START Source material

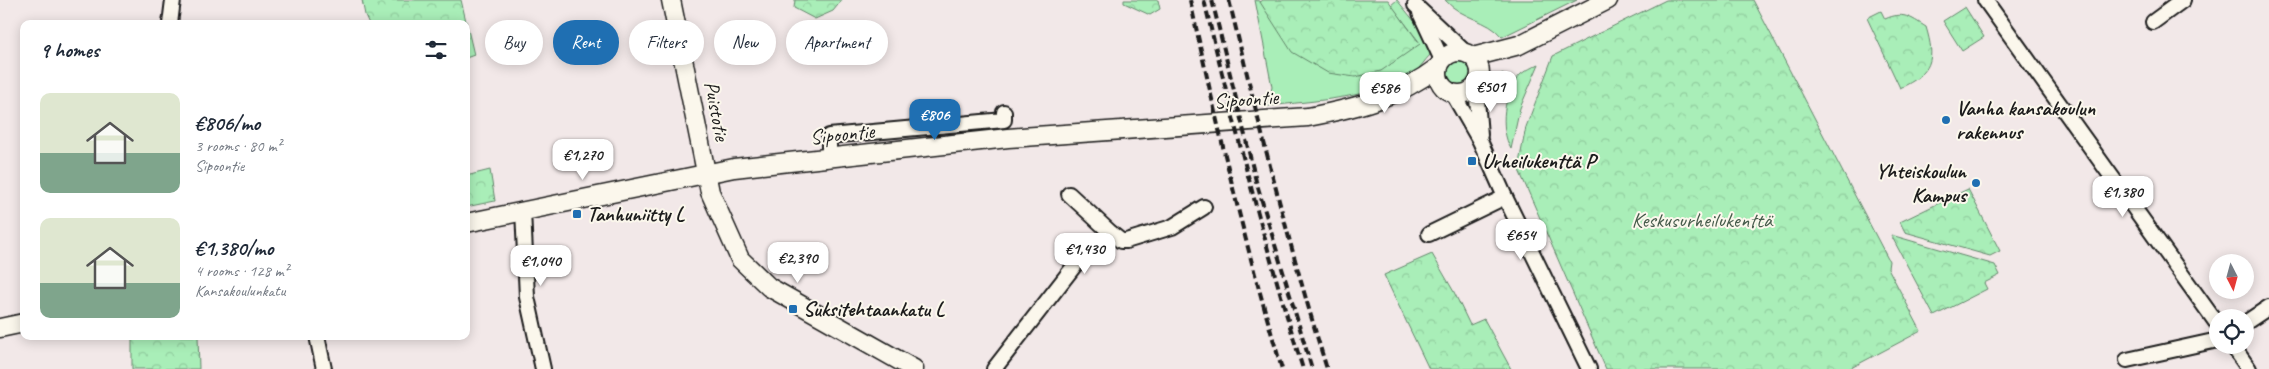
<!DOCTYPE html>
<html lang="en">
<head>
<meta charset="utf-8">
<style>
	:root { --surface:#fff; --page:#f6f6f7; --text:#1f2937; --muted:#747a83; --accent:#1f6fb2 }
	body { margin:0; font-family:Caveat,sans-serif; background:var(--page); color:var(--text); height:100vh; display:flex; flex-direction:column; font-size:19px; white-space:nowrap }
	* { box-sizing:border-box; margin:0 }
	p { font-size:16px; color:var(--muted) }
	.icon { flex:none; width:28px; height:28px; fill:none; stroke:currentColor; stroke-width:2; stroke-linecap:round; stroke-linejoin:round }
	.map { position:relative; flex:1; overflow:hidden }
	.side { position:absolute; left:20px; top:20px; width:450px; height:320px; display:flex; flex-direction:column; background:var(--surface); border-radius:10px; box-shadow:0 2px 12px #0003 }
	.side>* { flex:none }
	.banner { position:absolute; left:485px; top:20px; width:475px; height:45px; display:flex; gap:10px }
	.needle { width:32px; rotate:174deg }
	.controls { position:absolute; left:2209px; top:254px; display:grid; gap:10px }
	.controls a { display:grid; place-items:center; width:45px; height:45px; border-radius:50%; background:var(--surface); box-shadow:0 2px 12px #0003; font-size:25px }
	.price { position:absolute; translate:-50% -42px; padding:0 11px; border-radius:10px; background:#fff; color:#222; font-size:16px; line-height:32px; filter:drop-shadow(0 1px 2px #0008) }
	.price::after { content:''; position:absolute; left:50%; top:30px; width:15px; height:11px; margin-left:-8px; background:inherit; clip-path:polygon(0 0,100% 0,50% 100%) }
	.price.selected { background:var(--accent); color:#fff }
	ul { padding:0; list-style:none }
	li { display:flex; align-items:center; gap:15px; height:125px; padding:0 20px }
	li span { display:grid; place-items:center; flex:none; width:140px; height:100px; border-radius:10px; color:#555 }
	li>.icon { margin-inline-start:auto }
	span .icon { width:60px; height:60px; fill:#fffc; stroke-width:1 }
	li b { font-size:21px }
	h2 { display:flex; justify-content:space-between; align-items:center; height:60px; padding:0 20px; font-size:21px }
	.pill { padding:0 18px; border-radius:22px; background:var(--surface); box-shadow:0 2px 12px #0003; font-size:18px; line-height:45px }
	.pill.selected { background:var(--accent); color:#fff }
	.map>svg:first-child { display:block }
	.green { fill:#a9eeb8; stroke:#62856a }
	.forest { fill:url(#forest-crowns); stroke:#62856a }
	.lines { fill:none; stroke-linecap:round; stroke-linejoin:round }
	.minor-casing { stroke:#1c1c1c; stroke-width:18 }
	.tertiary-casing { stroke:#1c1c1c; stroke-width:21 }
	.minor { stroke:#fbf7ec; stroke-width:14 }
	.tertiary { stroke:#fbf7ec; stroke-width:18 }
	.rail { stroke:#1c1c1c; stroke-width:4; stroke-dasharray:8 4; stroke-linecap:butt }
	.poi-dot { fill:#1f6fb2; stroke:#fbf7ec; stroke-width:2 }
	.labels { text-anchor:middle; stroke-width:4; stroke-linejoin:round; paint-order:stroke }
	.street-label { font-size:21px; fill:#1c1c1c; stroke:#fbf7ec }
	.poi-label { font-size:21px; font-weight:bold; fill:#1c1c1c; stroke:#fbf7ec; text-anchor:start }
	.park-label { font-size:21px; fill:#465b4b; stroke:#fbf7ec }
</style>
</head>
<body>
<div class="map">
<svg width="2269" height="369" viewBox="0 0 2269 369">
	<defs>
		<pattern id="forest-crowns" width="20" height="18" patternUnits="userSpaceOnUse" patternTransform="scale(1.25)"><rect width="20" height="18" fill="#a9eeb8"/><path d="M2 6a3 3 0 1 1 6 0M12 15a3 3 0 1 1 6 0" fill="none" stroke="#91cc9e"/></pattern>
	</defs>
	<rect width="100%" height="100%" fill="#f2e8e8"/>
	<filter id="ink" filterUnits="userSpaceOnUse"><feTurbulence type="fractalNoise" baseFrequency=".02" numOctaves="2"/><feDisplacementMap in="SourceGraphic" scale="10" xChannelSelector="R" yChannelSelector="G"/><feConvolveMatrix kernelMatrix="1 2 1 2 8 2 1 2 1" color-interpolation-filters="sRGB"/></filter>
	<g filter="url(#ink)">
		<g class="green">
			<path d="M1255 0 1420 43 1391 5 1397 0 1428 38 1430 55C1425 60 1420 68 1415 72 1379 98 1311 101 1268 106L1272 87Z"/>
			<path d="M1445 0H1577L1502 37C1488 19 1463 20 1445 0Z"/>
			<circle cx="1459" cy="73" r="14"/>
			<path d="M1539 64 1520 108 1511 149C1499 128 1503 92 1521 74 1526 70 1533 67 1539 64Z"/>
			<path d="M1503 73C1502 88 1495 101 1482 108 1481 94 1492 81 1503 73Z"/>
		</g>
		<g class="forest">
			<path d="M362 0H461L474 55 466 58V24H369L365 15Z"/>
			<path d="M795 0H842L833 11 815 19 794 8Z"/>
			<path d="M1124 0H1158L1160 9 1150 15 1124 3Z"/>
			<path d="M1263 0H1388L1420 44 1381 71 1355 77 1328 73 1292 52 1260 2Z"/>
			<path d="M1666 0H1753L1889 261 1888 268 1921 331 1849 369H1606L1518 168 1526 127 1553 56Z"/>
			<path d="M1965 7 1984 37 1962 51 1943 21Z"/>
			<path d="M1881 11 1885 19C1903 11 1910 17 1926 27 1936 60 1932 73 1900 88L1867 18Z"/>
			<path d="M490 170 495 201 466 207V176Z"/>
			<path d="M1968 189 2000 251 1990 256 1905 232 1900 222Z"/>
			<path d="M1891 235 1995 265 2000 275 1984 283 1987 289 1934 316Z"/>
			<path d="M1432 254 1454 292 1470 325 1484 319 1511 369H1429L1384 275Z"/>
			<path d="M132 336H198L199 369H132Z"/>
		</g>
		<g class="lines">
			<g class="minor-casing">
				<g id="minor">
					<path d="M1985 0 2218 325"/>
					<path d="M1415 5 1465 52"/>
					<path d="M1420 13 1442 60"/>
					<path d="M2153 22 2183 0"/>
					<path d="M170 24 173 0"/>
					<path d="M1476 87 1480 135"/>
					<path d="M1453 94 1480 141 1505 197 1589 369"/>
					<path d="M829 158V136L1004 120V112"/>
					<path d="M523 210 527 297 543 369"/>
					<path d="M1111 233 1121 241H1126L1172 227 1204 207"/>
					<path d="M1429 234 1505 197"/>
					<path d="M2245 323 2269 307"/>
					<path d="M317 336 324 369"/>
					<path d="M2232 345 2249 369"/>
					<path d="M2127 360 2218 340"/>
					<path d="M994 369 1082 256 1111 233 1069 194"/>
				</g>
			</g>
			<g class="tertiary-casing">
				<g id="tertiary">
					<path d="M671 0 710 192 740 259 769 287 914 369"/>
					<circle cx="1459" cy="73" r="21"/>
					<path d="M1473 57 1519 45 1608 0"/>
					<path d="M466 223 734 168 1008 138 1308 117C1356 108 1399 97 1438 67"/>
					<path d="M0 328 24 323"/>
				</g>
			</g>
			<use href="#minor" class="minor"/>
			<use href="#tertiary" class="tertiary"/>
			<g class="rail">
				<path d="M1190 0C1217 124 1245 247 1282 369"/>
				<path d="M1204 0C1234 124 1265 247 1303 369"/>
				<path d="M1212 0 1256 181 1312 369"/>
				<path d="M1229 0C1259 124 1289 247 1327 369"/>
			</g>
		</g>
	</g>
	<g class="poi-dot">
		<circle cx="1946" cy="120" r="5"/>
		<rect x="1467" y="156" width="10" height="10" rx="2.5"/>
		<circle cx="1976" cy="183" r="5"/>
		<rect x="572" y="209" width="10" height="10" rx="2.5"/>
		<rect x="788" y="304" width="10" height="10" rx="2.5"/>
	</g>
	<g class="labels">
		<g class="street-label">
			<text transform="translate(1246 99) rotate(-4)" y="7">Sipoontie</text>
			<text transform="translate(717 111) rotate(79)" y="7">Puistotie</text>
			<text transform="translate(842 134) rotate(-6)" y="7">Sipoontie</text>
		</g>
		<g class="poi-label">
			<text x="1956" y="115">Vanha kansakoulun<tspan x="1956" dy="24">rakennus</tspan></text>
			<text x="1482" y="168">Urheilukenttä P</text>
			<text x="1966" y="178" text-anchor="end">Yhteiskoulun<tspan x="1966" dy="24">Kampus</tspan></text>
			<text x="587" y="221">Tanhuniitty L</text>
			<text x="803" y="316">Suksitehtaankatu L</text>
		</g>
		<g class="park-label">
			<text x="1702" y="227">Keskusurheilukenttä</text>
		</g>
	</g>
</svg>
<div class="controls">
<a><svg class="needle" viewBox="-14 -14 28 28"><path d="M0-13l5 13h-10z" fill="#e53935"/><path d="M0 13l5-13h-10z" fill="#747a83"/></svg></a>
<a><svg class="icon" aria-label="locate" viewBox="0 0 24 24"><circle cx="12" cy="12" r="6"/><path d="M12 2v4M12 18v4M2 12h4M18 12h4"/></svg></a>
</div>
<b class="price" style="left:1491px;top:113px">€501</b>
<b class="price" style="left:1385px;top:114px">€586</b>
<b class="price selected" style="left:935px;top:141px">€806</b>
<b class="price" style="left:583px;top:181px">€1,270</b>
<b class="price" style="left:2123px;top:218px">€1,380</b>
<b class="price" style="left:1521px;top:261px">€654</b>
<b class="price" style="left:1085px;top:275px">€1,430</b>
<b class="price" style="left:798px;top:284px">€2,390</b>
<b class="price" style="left:541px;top:287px">€1,040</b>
<div class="banner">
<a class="pill">Buy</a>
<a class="pill selected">Rent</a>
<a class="pill">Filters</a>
<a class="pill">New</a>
<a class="pill">Apartment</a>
</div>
<section class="side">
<h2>9 homes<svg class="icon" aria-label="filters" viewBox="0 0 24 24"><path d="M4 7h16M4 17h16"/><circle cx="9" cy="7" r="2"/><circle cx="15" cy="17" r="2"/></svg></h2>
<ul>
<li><span style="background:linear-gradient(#dfe7d0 60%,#7fa58c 0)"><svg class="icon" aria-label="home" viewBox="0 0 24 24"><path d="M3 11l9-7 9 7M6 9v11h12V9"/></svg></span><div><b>€806/mo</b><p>3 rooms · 80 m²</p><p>Sipoontie</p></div></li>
<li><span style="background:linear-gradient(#dfe7d0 65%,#7fa58c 0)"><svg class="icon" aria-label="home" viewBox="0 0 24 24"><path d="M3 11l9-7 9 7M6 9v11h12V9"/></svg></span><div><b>€1,380/mo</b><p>4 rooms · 128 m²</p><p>Kansakoulunkatu</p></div></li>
</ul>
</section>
</div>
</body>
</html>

END Source material

*Problem to work on*. Among the lines of the listing above, tally the ones holding the string "labels" and give that count alone.

*Problem solution*. 2